▸ About this exercise: Only the lines from the first line of the data through the line containing "Give me a JSON" belong in the answer, transcribed exactly; pictures do not.
======== Data section ========
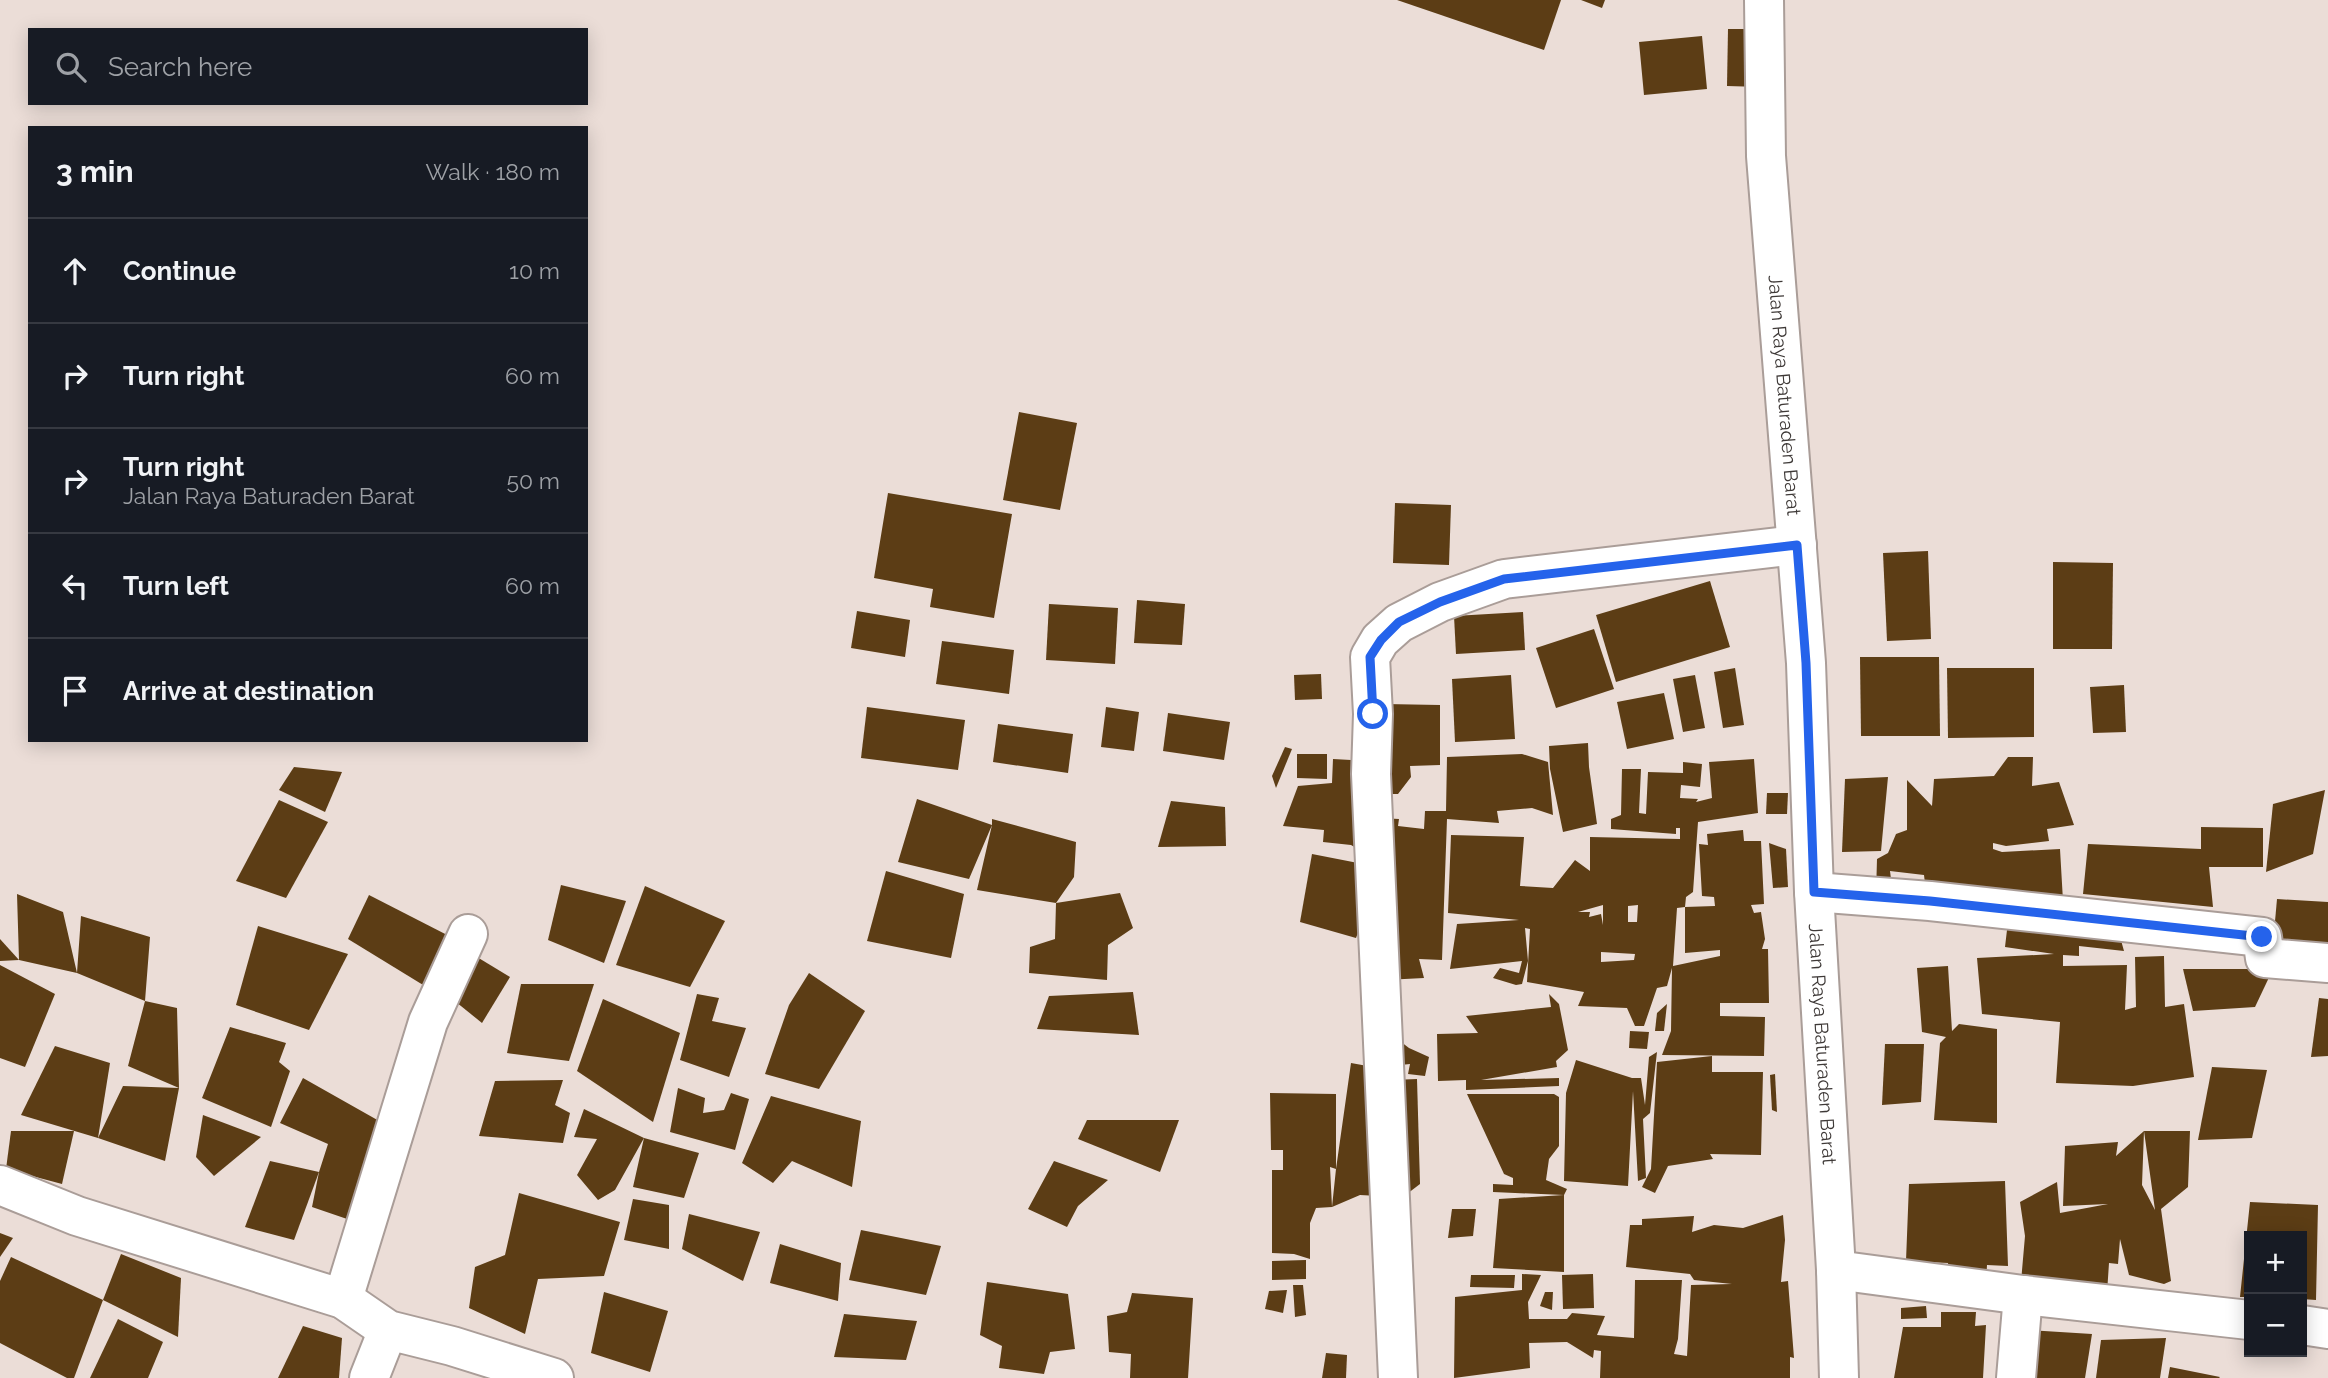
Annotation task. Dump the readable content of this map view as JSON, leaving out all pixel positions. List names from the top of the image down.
{
  "streets": {
    "street": ["Jalan Raya Baturaden Barat"]
  },
  "page": {
    "search": "Search here",
    "heading": ["3 min", "Walk · 180 m"],
    "list": [
      ["Continue", "10 m"],
      ["Turn right", "60 m"],
      ["Turn right", "Jalan Raya Baturaden Barat", "50 m"],
      ["Turn left", "60 m"],
      "Arrive at destination"
    ],
    "map_buttons": ["+", "−"]
  }
}
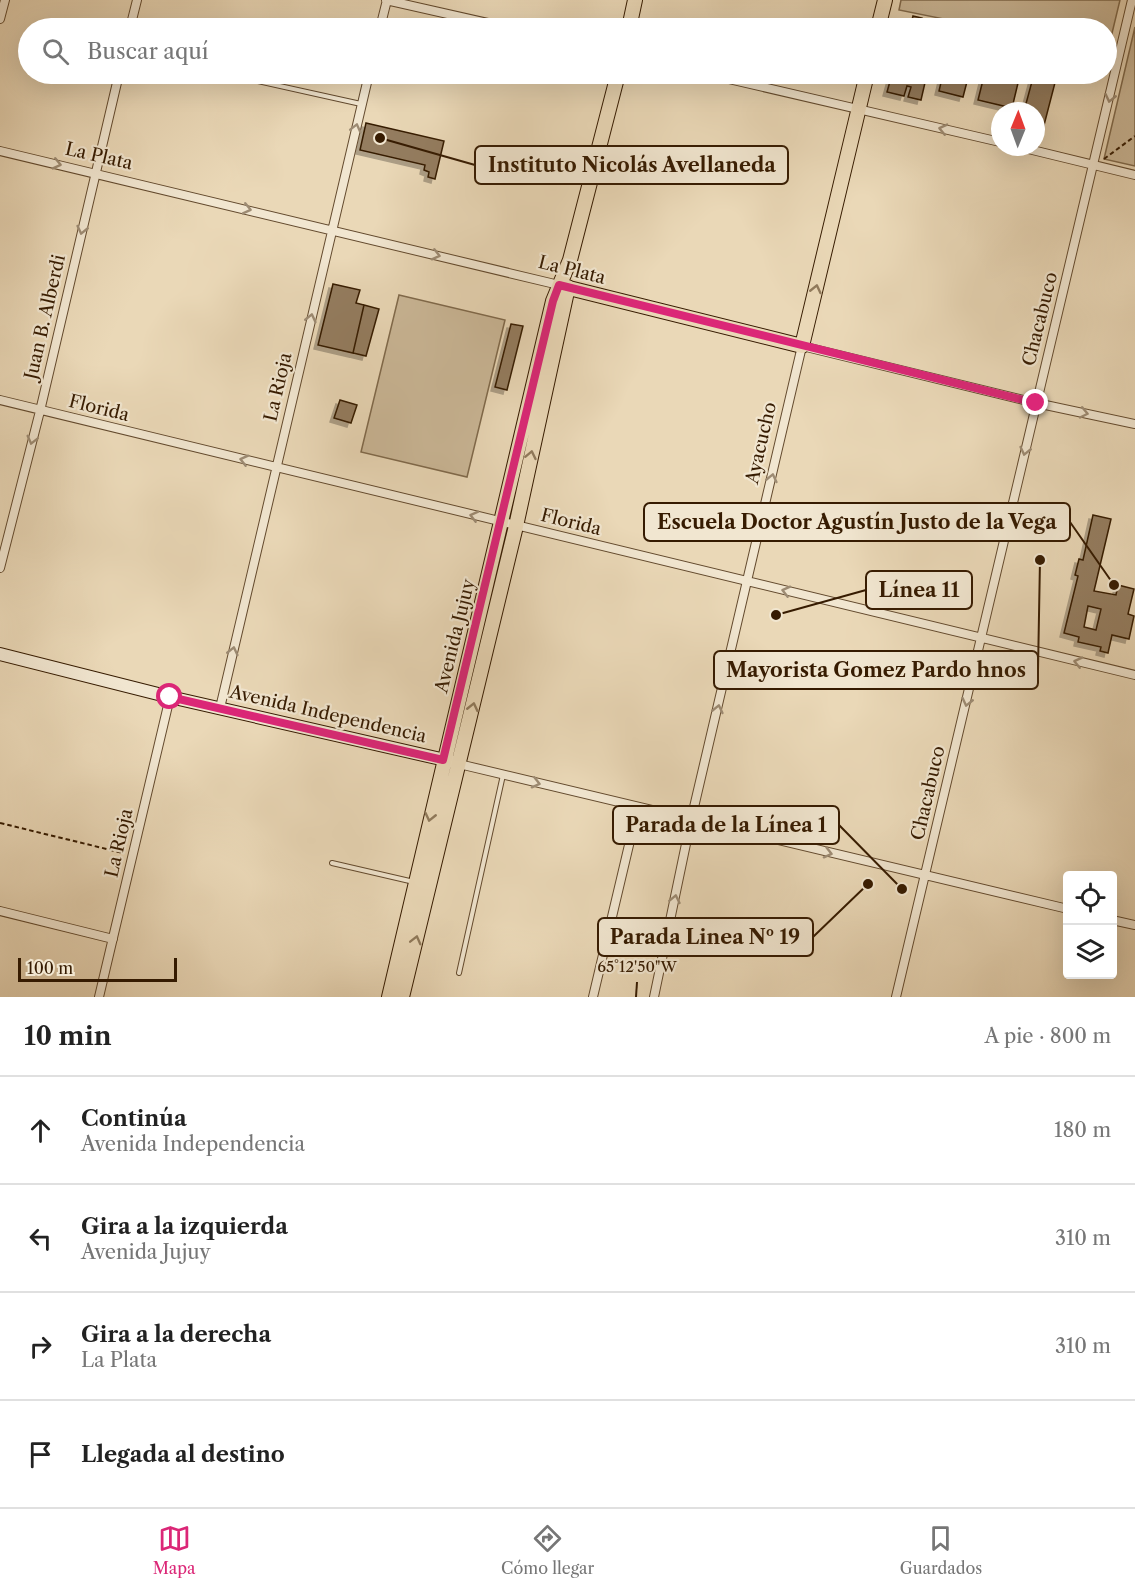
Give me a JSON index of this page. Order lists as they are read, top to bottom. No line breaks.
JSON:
{"streets":{"main road":["La Plata","Ayacucho","Avenida Jujuy","Avenida Independencia"],"street":["Juan B. Alberdi","Chacabuco","La Rioja","Florida"]},"crossings":[["La Plata","Juan B. Alberdi"],["La Plata","Chacabuco"],["La Plata","La Rioja"],["La Plata","Ayacucho"],["La Plata","Avenida Jujuy"],["Juan B. Alberdi","Florida"],["Chacabuco","Florida"],["Chacabuco","Avenida Independencia"],["La Rioja","Florida"],["La Rioja","Avenida Independencia"],["Florida","Ayacucho"],["Florida","Avenida Jujuy"],["Ayacucho","Avenida Independencia"],["Avenida Jujuy","Avenida Independencia"]],"one_way":["La Plata","Juan B. Alberdi","Chacabuco","La Rioja","Florida","Ayacucho"],"places":["Instituto Nicolás Avellaneda","Mayorista Gomez Pardo hnos","Escuela Doctor Agustín Justo de la Vega","Línea 11","Parada Linea Nº 19","Parada de la Línea 1"],"scale_bar":"100 m","north":"top","page":{"search":"Buscar aquí","scale":"100 m","heading":["10 min","A pie · 800 m"],"list":[["Continúa","Avenida Independencia","180 m"],["Gira a la izquierda","Avenida Jujuy","310 m"],["Gira a la derecha","La Plata","310 m"],"Llegada al destino"],"nav":["Mapa","Cómo llegar","Guardados"]},"coordinates":["65°12'50\"W"]}
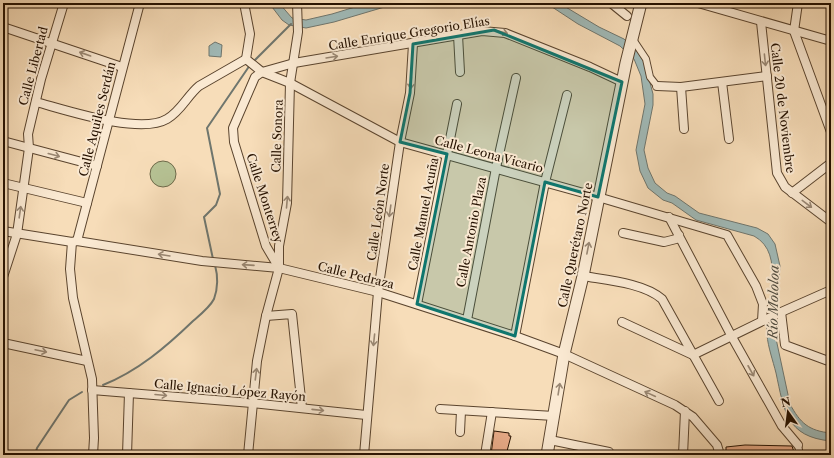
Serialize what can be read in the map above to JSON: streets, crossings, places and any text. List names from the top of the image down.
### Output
{
  "streets": {
    "street": [
      "Calle Enrique Gregorio Elías",
      "Calle Libertad",
      "Calle 20 de Noviembre",
      "Calle Aquiles Serdán",
      "Calle Sonora",
      "Calle Leona Vicario",
      "Calle Monterrey",
      "Calle León Norte",
      "Calle Manuel Acuña",
      "Calle Antonio Plaza",
      "Calle Querétaro Norte",
      "Calle Pedraza",
      "Calle Ignacio López Rayón"
    ]
  },
  "crossings": [
    ["Calle Enrique Gregorio Elías", "Calle Sonora"],
    ["Calle Enrique Gregorio Elías", "Calle Leona Vicario"],
    ["Calle Enrique Gregorio Elías", "Calle Monterrey"],
    ["Calle Enrique Gregorio Elías", "Calle León Norte"],
    ["Calle Enrique Gregorio Elías", "Calle Querétaro Norte"],
    ["Calle Libertad", "Calle Pedraza"],
    ["Calle Aquiles Serdán", "Calle Pedraza"],
    ["Calle Aquiles Serdán", "Calle Ignacio López Rayón"],
    ["Calle Sonora", "Calle Leona Vicario"],
    ["Calle Sonora", "Calle Monterrey"],
    ["Calle Sonora", "Calle Pedraza"],
    ["Calle Leona Vicario", "Calle Monterrey"],
    ["Calle Leona Vicario", "Calle León Norte"],
    ["Calle Leona Vicario", "Calle Manuel Acuña"],
    ["Calle Leona Vicario", "Calle Antonio Plaza"],
    ["Calle Leona Vicario", "Calle Querétaro Norte"],
    ["Calle Monterrey", "Calle Pedraza"],
    ["Calle León Norte", "Calle Pedraza"],
    ["Calle León Norte", "Calle Ignacio López Rayón"],
    ["Calle Manuel Acuña", "Calle Pedraza"],
    ["Calle Antonio Plaza", "Calle Pedraza"],
    ["Calle Querétaro Norte", "Calle Pedraza"]
  ],
  "one_way": [
    "Calle Enrique Gregorio Elías",
    "Calle Sonora",
    "Calle León Norte",
    "Calle Ignacio López Rayón"
  ],
  "water": ["Río Mololoa"],
  "north": "top"
}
========
▸ Result of this task:
Annotation task. Dump the readable content of this map view as JSON, leaving out all pixel positions. List names from the top of the image down.
{
  "streets": {
    "street": ["Jalan Raya Baturaden Barat"]
  },
  "page": {
    "search": "Search here",
    "heading": ["3 min", "Walk · 180 m"],
    "list": [
      ["Continue", "10 m"],
      ["Turn right", "60 m"],
      ["Turn right", "Jalan Raya Baturaden Barat", "50 m"],
      ["Turn left", "60 m"],
      "Arrive at destination"
    ],
    "map_buttons": ["+", "−"]
  }
}
Give me a JSON index of this page. Order lists as they are read, top to bottom. No line breaks.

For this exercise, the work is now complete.